## Task brief
Please return each of the entries below exactly as they appear.

***** Exercise data

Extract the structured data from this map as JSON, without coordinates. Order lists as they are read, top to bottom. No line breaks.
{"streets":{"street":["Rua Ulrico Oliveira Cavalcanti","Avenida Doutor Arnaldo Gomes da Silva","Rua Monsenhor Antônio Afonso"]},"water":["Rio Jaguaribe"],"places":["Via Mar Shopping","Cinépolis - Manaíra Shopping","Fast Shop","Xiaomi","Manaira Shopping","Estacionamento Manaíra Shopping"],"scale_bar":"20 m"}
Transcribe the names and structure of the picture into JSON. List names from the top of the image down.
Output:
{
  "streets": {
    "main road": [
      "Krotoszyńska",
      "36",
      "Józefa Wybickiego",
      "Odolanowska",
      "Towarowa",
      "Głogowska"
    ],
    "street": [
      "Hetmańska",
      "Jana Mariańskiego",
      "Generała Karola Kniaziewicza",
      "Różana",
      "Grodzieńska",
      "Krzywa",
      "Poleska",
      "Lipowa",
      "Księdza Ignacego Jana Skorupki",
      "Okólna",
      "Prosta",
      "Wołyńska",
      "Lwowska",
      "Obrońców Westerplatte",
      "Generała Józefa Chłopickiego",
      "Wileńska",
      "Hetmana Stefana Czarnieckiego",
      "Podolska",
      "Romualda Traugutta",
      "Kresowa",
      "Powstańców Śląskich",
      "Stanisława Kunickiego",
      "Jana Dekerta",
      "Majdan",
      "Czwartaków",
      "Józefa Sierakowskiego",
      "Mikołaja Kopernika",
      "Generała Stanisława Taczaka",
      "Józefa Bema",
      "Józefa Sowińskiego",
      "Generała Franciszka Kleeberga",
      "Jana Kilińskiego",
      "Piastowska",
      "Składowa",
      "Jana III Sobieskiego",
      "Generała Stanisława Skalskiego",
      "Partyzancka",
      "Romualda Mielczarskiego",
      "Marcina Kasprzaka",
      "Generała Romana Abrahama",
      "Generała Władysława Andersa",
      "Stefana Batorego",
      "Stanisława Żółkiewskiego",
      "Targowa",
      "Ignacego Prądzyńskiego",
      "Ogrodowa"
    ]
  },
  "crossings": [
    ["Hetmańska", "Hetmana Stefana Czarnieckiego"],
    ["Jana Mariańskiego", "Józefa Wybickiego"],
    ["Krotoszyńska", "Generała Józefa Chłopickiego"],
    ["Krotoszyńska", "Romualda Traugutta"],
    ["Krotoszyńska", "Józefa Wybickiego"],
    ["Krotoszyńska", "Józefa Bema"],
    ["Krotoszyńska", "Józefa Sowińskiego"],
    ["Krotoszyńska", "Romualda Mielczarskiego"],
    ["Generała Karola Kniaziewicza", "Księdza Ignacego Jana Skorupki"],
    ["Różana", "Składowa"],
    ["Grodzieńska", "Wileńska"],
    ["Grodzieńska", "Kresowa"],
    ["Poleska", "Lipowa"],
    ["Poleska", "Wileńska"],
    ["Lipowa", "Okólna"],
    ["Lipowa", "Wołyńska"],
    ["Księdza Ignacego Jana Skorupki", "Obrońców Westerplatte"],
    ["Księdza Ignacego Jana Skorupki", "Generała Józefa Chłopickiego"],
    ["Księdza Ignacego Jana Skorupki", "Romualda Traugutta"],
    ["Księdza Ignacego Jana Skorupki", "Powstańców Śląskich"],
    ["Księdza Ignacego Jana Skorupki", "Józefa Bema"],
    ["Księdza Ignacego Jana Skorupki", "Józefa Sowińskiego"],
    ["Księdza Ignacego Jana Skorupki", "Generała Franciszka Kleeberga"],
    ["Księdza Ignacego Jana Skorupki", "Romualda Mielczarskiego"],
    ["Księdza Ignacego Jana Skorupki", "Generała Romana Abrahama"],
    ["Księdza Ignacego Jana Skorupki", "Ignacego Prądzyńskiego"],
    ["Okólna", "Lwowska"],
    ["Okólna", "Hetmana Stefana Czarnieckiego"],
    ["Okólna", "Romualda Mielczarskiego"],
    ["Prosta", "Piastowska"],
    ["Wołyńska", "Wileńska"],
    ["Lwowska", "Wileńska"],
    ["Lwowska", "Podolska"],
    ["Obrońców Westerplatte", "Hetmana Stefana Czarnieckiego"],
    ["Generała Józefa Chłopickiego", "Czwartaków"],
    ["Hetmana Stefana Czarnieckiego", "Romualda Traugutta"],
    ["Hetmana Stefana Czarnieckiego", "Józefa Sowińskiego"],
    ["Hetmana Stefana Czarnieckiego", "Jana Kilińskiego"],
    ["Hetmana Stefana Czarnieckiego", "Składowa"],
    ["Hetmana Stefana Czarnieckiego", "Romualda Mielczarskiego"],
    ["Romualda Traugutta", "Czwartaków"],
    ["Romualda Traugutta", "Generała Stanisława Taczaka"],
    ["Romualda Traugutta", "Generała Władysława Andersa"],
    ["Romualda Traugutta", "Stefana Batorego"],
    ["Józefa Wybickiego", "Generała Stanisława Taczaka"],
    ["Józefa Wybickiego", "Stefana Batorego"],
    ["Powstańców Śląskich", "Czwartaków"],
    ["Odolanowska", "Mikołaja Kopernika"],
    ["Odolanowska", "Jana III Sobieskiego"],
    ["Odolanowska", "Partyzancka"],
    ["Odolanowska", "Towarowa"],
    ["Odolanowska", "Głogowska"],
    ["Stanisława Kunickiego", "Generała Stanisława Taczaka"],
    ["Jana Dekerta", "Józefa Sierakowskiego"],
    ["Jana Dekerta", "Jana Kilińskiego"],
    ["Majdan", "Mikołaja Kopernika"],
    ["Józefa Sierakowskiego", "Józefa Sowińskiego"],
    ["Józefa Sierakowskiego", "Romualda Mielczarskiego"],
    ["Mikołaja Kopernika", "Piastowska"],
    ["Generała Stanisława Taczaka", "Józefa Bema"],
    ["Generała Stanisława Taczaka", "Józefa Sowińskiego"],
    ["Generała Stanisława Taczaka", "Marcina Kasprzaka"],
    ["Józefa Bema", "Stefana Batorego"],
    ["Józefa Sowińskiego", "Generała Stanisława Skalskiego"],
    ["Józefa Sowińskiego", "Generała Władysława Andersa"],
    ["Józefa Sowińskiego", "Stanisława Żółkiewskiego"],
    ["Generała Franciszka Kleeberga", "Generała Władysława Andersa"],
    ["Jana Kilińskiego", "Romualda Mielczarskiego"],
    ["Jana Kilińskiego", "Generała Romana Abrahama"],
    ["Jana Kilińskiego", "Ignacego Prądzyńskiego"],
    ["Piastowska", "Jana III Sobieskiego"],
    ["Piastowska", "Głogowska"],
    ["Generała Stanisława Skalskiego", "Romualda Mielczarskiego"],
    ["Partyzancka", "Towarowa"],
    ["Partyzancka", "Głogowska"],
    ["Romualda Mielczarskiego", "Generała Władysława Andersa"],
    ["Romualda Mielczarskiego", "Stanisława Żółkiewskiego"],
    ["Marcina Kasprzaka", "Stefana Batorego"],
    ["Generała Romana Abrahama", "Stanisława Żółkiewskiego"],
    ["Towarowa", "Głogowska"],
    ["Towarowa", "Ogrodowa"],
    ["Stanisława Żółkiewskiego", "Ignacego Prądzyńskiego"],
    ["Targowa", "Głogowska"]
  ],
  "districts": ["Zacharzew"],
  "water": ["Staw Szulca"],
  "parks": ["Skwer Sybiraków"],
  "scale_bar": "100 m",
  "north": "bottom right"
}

**********

## Response to this exercise
Extract the structured data from this map as JSON, without coordinates. Order lists as they are read, top to bottom. No line breaks.
{"streets":{"street":["Rua Ulrico Oliveira Cavalcanti","Avenida Doutor Arnaldo Gomes da Silva","Rua Monsenhor Antônio Afonso"]},"water":["Rio Jaguaribe"],"places":["Via Mar Shopping","Cinépolis - Manaíra Shopping","Fast Shop","Xiaomi","Manaira Shopping","Estacionamento Manaíra Shopping"],"scale_bar":"20 m"}
Transcribe the names and structure of the picture into JSON. List names from the top of the image down.
Output:
{
  "streets": {
    "main road": [
      "Krotoszyńska",
      "36",
      "Józefa Wybickiego",
      "Odolanowska",
      "Towarowa",
      "Głogowska"
    ],
    "street": [
      "Hetmańska",
      "Jana Mariańskiego",
      "Generała Karola Kniaziewicza",
      "Różana",
      "Grodzieńska",
      "Krzywa",
      "Poleska",
      "Lipowa",
      "Księdza Ignacego Jana Skorupki",
      "Okólna",
      "Prosta",
      "Wołyńska",
      "Lwowska",
      "Obrońców Westerplatte",
      "Generała Józefa Chłopickiego",
      "Wileńska",
      "Hetmana Stefana Czarnieckiego",
      "Podolska",
      "Romualda Traugutta",
      "Kresowa",
      "Powstańców Śląskich",
      "Stanisława Kunickiego",
      "Jana Dekerta",
      "Majdan",
      "Czwartaków",
      "Józefa Sierakowskiego",
      "Mikołaja Kopernika",
      "Generała Stanisława Taczaka",
      "Józefa Bema",
      "Józefa Sowińskiego",
      "Generała Franciszka Kleeberga",
      "Jana Kilińskiego",
      "Piastowska",
      "Składowa",
      "Jana III Sobieskiego",
      "Generała Stanisława Skalskiego",
      "Partyzancka",
      "Romualda Mielczarskiego",
      "Marcina Kasprzaka",
      "Generała Romana Abrahama",
      "Generała Władysława Andersa",
      "Stefana Batorego",
      "Stanisława Żółkiewskiego",
      "Targowa",
      "Ignacego Prądzyńskiego",
      "Ogrodowa"
    ]
  },
  "crossings": [
    ["Hetmańska", "Hetmana Stefana Czarnieckiego"],
    ["Jana Mariańskiego", "Józefa Wybickiego"],
    ["Krotoszyńska", "Generała Józefa Chłopickiego"],
    ["Krotoszyńska", "Romualda Traugutta"],
    ["Krotoszyńska", "Józefa Wybickiego"],
    ["Krotoszyńska", "Józefa Bema"],
    ["Krotoszyńska", "Józefa Sowińskiego"],
    ["Krotoszyńska", "Romualda Mielczarskiego"],
    ["Generała Karola Kniaziewicza", "Księdza Ignacego Jana Skorupki"],
    ["Różana", "Składowa"],
    ["Grodzieńska", "Wileńska"],
    ["Grodzieńska", "Kresowa"],
    ["Poleska", "Lipowa"],
    ["Poleska", "Wileńska"],
    ["Lipowa", "Okólna"],
    ["Lipowa", "Wołyńska"],
    ["Księdza Ignacego Jana Skorupki", "Obrońców Westerplatte"],
    ["Księdza Ignacego Jana Skorupki", "Generała Józefa Chłopickiego"],
    ["Księdza Ignacego Jana Skorupki", "Romualda Traugutta"],
    ["Księdza Ignacego Jana Skorupki", "Powstańców Śląskich"],
    ["Księdza Ignacego Jana Skorupki", "Józefa Bema"],
    ["Księdza Ignacego Jana Skorupki", "Józefa Sowińskiego"],
    ["Księdza Ignacego Jana Skorupki", "Generała Franciszka Kleeberga"],
    ["Księdza Ignacego Jana Skorupki", "Romualda Mielczarskiego"],
    ["Księdza Ignacego Jana Skorupki", "Generała Romana Abrahama"],
    ["Księdza Ignacego Jana Skorupki", "Ignacego Prądzyńskiego"],
    ["Okólna", "Lwowska"],
    ["Okólna", "Hetmana Stefana Czarnieckiego"],
    ["Okólna", "Romualda Mielczarskiego"],
    ["Prosta", "Piastowska"],
    ["Wołyńska", "Wileńska"],
    ["Lwowska", "Wileńska"],
    ["Lwowska", "Podolska"],
    ["Obrońców Westerplatte", "Hetmana Stefana Czarnieckiego"],
    ["Generała Józefa Chłopickiego", "Czwartaków"],
    ["Hetmana Stefana Czarnieckiego", "Romualda Traugutta"],
    ["Hetmana Stefana Czarnieckiego", "Józefa Sowińskiego"],
    ["Hetmana Stefana Czarnieckiego", "Jana Kilińskiego"],
    ["Hetmana Stefana Czarnieckiego", "Składowa"],
    ["Hetmana Stefana Czarnieckiego", "Romualda Mielczarskiego"],
    ["Romualda Traugutta", "Czwartaków"],
    ["Romualda Traugutta", "Generała Stanisława Taczaka"],
    ["Romualda Traugutta", "Generała Władysława Andersa"],
    ["Romualda Traugutta", "Stefana Batorego"],
    ["Józefa Wybickiego", "Generała Stanisława Taczaka"],
    ["Józefa Wybickiego", "Stefana Batorego"],
    ["Powstańców Śląskich", "Czwartaków"],
    ["Odolanowska", "Mikołaja Kopernika"],
    ["Odolanowska", "Jana III Sobieskiego"],
    ["Odolanowska", "Partyzancka"],
    ["Odolanowska", "Towarowa"],
    ["Odolanowska", "Głogowska"],
    ["Stanisława Kunickiego", "Generała Stanisława Taczaka"],
    ["Jana Dekerta", "Józefa Sierakowskiego"],
    ["Jana Dekerta", "Jana Kilińskiego"],
    ["Majdan", "Mikołaja Kopernika"],
    ["Józefa Sierakowskiego", "Józefa Sowińskiego"],
    ["Józefa Sierakowskiego", "Romualda Mielczarskiego"],
    ["Mikołaja Kopernika", "Piastowska"],
    ["Generała Stanisława Taczaka", "Józefa Bema"],
    ["Generała Stanisława Taczaka", "Józefa Sowińskiego"],
    ["Generała Stanisława Taczaka", "Marcina Kasprzaka"],
    ["Józefa Bema", "Stefana Batorego"],
    ["Józefa Sowińskiego", "Generała Stanisława Skalskiego"],
    ["Józefa Sowińskiego", "Generała Władysława Andersa"],
    ["Józefa Sowińskiego", "Stanisława Żółkiewskiego"],
    ["Generała Franciszka Kleeberga", "Generała Władysława Andersa"],
    ["Jana Kilińskiego", "Romualda Mielczarskiego"],
    ["Jana Kilińskiego", "Generała Romana Abrahama"],
    ["Jana Kilińskiego", "Ignacego Prądzyńskiego"],
    ["Piastowska", "Jana III Sobieskiego"],
    ["Piastowska", "Głogowska"],
    ["Generała Stanisława Skalskiego", "Romualda Mielczarskiego"],
    ["Partyzancka", "Towarowa"],
    ["Partyzancka", "Głogowska"],
    ["Romualda Mielczarskiego", "Generała Władysława Andersa"],
    ["Romualda Mielczarskiego", "Stanisława Żółkiewskiego"],
    ["Marcina Kasprzaka", "Stefana Batorego"],
    ["Generała Romana Abrahama", "Stanisława Żółkiewskiego"],
    ["Towarowa", "Głogowska"],
    ["Towarowa", "Ogrodowa"],
    ["Stanisława Żółkiewskiego", "Ignacego Prądzyńskiego"],
    ["Targowa", "Głogowska"]
  ],
  "districts": ["Zacharzew"],
  "water": ["Staw Szulca"],
  "parks": ["Skwer Sybiraków"],
  "scale_bar": "100 m",
  "north": "bottom right"
}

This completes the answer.